What you should do
From the entries below, tally how many lines contain "relative" and report only that figure.
####
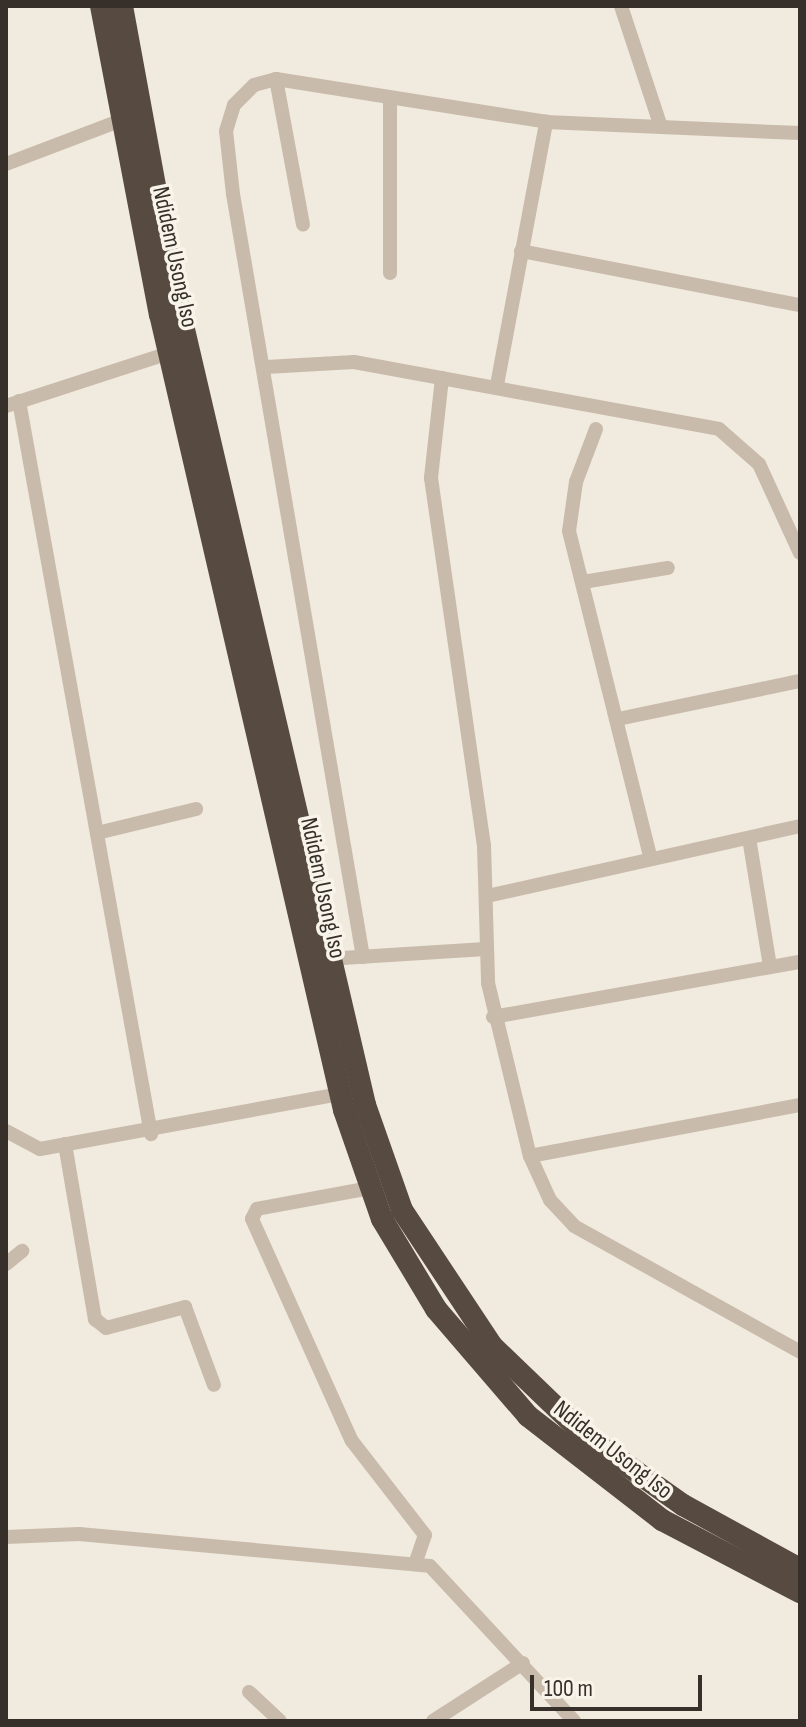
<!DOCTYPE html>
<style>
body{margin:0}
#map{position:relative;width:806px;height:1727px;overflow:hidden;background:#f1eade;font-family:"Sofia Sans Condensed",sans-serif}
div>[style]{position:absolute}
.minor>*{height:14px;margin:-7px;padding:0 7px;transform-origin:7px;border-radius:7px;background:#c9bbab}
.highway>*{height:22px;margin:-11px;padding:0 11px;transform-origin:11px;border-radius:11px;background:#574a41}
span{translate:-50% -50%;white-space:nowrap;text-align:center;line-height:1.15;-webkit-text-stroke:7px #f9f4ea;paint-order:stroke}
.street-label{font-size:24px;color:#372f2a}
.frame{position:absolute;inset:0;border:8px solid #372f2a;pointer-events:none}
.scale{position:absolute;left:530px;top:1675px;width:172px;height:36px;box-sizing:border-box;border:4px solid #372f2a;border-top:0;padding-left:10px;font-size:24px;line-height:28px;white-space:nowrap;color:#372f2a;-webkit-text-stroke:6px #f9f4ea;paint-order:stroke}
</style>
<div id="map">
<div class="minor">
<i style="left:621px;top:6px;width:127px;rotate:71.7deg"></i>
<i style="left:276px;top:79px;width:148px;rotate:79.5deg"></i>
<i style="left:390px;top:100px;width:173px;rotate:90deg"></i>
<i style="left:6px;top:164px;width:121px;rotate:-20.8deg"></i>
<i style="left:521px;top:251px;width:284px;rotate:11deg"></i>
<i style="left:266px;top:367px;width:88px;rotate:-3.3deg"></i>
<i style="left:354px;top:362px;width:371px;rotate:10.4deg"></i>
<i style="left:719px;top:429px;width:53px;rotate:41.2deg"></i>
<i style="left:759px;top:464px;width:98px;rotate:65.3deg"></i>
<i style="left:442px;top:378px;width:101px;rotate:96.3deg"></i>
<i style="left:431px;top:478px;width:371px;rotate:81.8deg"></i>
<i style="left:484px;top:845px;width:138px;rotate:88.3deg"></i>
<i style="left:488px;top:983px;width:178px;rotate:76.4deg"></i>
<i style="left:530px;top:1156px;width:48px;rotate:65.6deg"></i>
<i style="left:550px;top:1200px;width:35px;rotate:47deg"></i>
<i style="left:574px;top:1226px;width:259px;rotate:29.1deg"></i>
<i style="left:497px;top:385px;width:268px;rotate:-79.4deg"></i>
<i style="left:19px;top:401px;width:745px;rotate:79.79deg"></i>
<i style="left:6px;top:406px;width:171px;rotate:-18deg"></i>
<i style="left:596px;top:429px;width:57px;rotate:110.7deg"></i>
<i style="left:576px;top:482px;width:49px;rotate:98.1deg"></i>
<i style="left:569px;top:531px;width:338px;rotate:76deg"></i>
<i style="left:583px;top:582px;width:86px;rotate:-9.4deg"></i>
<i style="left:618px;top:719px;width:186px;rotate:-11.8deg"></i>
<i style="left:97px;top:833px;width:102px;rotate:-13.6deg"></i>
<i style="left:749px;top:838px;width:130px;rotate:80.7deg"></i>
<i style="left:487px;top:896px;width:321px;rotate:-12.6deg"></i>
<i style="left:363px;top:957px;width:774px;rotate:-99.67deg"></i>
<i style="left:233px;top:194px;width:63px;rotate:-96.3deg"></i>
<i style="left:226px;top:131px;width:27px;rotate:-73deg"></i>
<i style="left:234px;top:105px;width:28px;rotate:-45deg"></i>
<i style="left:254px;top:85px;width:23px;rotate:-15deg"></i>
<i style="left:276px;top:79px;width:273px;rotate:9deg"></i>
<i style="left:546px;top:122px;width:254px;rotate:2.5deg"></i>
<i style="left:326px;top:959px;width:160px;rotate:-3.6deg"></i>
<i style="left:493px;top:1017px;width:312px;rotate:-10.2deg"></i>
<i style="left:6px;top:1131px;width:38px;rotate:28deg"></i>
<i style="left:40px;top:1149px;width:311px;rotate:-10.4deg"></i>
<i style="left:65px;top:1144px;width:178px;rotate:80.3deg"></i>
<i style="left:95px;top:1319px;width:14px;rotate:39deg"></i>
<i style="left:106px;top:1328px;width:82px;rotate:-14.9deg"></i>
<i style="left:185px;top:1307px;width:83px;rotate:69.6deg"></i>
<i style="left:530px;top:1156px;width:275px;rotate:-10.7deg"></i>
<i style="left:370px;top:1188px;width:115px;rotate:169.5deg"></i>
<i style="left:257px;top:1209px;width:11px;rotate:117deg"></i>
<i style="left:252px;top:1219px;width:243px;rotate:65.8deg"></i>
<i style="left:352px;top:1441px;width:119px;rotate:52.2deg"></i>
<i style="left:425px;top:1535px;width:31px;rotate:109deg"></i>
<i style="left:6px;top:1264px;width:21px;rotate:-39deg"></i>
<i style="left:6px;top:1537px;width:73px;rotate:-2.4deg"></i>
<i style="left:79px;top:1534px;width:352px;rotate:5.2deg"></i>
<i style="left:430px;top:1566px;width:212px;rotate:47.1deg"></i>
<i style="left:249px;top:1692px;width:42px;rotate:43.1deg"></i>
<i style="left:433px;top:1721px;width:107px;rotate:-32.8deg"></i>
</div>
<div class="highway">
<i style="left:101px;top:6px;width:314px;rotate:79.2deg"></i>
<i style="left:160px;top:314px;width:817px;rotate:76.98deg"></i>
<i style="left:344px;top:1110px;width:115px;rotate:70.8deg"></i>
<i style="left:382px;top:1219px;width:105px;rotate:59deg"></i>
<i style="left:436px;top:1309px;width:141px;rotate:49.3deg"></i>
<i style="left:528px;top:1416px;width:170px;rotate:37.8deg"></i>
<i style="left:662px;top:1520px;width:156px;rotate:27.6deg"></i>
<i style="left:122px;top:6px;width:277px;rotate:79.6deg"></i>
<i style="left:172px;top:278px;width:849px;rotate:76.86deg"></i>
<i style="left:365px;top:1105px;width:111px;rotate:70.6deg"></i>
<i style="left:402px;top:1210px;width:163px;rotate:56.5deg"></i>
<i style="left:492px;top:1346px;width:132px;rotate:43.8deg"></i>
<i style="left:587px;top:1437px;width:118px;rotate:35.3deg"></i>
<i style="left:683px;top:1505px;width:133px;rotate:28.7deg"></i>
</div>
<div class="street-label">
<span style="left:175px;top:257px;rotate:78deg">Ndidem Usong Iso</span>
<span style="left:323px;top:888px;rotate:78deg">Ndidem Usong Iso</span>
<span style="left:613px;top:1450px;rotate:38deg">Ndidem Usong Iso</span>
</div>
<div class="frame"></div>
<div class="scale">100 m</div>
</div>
####
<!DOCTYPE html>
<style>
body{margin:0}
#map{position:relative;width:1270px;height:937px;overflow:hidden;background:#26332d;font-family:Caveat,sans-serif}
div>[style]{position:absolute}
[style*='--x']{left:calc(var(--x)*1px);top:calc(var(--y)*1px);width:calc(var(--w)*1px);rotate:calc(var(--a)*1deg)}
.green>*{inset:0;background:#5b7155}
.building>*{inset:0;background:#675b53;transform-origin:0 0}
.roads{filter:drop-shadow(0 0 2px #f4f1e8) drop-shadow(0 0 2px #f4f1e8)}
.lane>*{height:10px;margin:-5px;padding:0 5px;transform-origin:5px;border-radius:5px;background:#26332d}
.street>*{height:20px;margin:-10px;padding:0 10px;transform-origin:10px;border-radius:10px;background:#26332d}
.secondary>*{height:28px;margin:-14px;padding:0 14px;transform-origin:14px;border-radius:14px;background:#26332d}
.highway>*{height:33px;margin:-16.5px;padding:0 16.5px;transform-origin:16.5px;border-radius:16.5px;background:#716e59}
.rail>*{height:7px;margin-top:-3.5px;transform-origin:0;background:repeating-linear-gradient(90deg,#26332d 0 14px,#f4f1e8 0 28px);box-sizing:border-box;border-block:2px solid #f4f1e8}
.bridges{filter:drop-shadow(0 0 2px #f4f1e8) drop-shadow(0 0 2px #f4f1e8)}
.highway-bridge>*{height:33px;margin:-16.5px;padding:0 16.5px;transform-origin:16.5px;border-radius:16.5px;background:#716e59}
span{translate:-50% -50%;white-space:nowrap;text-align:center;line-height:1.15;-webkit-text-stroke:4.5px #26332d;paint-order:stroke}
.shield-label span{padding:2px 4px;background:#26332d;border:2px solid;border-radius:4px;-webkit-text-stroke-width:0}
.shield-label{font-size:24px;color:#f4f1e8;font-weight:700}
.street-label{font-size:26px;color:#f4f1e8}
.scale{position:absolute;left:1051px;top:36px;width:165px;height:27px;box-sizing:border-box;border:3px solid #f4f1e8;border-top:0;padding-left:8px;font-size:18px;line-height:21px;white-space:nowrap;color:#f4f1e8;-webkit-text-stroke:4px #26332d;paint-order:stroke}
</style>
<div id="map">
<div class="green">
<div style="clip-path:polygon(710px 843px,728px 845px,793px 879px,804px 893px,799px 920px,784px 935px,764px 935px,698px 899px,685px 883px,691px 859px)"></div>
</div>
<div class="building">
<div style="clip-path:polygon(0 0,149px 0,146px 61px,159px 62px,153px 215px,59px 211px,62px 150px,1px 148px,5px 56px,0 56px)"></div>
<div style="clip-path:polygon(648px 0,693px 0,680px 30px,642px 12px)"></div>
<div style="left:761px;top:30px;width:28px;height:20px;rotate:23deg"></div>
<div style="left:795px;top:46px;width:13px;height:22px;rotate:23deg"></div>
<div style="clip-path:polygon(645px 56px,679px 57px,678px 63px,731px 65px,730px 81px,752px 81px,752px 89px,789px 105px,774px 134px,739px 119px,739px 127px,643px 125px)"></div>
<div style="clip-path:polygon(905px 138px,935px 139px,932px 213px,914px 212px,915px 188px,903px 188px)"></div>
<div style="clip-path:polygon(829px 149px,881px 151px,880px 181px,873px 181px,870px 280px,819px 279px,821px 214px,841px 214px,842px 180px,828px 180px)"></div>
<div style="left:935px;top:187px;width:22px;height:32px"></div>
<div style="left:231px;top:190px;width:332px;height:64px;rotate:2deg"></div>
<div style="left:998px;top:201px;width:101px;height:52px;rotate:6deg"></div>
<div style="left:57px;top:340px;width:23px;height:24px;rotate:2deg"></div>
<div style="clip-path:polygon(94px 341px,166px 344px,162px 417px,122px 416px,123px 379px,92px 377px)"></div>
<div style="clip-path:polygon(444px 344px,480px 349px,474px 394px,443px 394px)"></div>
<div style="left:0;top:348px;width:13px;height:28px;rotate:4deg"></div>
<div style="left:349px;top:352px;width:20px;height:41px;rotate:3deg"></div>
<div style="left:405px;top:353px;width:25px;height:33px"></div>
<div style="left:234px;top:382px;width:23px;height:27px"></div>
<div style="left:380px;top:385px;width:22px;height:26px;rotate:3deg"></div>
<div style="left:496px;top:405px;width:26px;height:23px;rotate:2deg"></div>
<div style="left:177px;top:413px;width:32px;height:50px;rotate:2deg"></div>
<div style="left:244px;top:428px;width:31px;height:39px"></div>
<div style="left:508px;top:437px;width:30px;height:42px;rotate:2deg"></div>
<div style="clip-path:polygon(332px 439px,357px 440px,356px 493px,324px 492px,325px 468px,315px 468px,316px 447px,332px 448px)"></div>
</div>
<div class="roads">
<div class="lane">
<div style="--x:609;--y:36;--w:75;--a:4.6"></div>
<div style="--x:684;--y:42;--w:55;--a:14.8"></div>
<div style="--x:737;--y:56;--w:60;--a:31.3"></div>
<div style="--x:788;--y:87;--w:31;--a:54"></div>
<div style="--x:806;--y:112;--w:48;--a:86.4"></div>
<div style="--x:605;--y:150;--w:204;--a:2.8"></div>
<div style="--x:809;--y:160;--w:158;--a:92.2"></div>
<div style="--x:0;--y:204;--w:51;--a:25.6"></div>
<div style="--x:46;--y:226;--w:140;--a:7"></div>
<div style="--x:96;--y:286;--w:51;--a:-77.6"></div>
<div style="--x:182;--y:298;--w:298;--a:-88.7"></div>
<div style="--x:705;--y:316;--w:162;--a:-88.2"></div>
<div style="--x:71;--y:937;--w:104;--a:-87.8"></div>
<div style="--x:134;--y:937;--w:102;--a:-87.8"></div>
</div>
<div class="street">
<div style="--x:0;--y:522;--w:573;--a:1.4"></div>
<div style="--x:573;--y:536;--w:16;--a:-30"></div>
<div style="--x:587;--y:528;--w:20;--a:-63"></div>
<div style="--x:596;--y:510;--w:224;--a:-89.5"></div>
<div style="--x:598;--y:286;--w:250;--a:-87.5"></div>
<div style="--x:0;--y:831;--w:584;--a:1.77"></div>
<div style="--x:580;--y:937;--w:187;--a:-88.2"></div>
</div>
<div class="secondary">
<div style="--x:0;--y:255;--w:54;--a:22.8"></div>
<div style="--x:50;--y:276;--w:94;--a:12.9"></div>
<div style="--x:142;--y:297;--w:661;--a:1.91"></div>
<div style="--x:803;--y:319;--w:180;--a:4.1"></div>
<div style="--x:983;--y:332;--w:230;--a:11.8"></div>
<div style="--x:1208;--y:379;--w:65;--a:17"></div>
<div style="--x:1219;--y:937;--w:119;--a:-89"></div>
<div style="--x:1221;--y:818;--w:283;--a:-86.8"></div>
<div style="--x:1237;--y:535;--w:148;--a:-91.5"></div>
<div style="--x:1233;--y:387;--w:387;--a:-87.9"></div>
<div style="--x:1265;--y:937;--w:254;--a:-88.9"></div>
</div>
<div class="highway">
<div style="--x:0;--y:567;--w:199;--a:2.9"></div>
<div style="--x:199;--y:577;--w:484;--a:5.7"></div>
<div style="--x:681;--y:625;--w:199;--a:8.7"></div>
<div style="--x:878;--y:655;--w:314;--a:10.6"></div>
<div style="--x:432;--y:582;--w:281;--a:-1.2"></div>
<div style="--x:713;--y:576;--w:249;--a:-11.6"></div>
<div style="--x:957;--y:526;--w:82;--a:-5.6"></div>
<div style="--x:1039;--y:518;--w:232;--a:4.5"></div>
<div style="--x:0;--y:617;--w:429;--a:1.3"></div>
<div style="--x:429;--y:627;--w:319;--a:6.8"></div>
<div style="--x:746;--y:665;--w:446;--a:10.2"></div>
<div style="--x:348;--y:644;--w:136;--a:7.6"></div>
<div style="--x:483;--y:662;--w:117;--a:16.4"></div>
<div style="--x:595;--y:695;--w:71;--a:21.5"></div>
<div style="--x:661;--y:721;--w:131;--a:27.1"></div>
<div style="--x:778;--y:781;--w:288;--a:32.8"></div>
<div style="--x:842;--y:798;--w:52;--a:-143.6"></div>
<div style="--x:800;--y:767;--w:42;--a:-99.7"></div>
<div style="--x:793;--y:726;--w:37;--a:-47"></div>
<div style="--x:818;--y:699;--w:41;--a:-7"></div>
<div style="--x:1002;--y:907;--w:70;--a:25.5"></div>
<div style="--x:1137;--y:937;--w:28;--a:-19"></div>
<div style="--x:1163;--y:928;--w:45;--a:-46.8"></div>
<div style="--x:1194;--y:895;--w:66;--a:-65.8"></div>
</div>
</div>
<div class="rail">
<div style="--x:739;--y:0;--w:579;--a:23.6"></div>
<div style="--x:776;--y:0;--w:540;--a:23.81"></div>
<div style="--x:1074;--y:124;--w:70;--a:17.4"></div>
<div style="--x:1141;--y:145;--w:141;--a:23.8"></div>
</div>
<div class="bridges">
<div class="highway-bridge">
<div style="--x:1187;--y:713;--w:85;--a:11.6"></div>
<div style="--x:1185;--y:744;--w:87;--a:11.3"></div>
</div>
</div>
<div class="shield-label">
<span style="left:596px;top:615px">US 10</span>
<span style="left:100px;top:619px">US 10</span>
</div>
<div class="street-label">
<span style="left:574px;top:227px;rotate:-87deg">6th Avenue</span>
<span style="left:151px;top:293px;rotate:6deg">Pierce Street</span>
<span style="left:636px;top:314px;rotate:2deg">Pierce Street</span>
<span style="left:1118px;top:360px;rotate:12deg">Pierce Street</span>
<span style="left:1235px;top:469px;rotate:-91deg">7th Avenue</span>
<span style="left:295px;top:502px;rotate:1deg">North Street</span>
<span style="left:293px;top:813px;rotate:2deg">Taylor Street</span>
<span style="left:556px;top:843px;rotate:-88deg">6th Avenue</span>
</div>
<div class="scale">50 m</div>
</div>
####
Exercise solution
2